Work instructions:
Tally every line in the data that has the word "this" and report only the total.

Excerpts from a dataset:

- - - -

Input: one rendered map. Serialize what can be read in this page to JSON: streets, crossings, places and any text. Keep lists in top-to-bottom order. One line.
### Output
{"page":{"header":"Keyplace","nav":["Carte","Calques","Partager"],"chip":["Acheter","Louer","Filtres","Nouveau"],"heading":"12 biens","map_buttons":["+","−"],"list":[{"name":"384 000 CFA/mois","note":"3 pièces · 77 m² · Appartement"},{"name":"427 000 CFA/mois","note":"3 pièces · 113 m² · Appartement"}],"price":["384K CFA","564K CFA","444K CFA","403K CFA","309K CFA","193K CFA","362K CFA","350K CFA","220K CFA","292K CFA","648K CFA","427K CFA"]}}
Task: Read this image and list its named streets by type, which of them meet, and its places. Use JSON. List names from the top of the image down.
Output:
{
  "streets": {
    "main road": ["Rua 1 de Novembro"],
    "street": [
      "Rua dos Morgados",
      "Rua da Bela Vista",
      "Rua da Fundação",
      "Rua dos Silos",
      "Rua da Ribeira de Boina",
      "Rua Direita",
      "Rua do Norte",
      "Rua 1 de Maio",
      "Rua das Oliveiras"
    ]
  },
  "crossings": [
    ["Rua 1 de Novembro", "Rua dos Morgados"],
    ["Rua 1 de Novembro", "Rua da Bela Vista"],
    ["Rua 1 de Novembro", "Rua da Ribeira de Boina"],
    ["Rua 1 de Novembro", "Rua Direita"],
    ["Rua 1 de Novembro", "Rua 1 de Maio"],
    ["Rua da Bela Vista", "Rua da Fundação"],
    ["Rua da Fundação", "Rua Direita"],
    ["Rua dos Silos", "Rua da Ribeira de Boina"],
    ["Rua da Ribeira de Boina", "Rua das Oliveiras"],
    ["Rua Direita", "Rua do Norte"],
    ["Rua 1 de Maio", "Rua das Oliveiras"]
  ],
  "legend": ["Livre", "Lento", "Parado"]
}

- - - -

Finished exercise:
2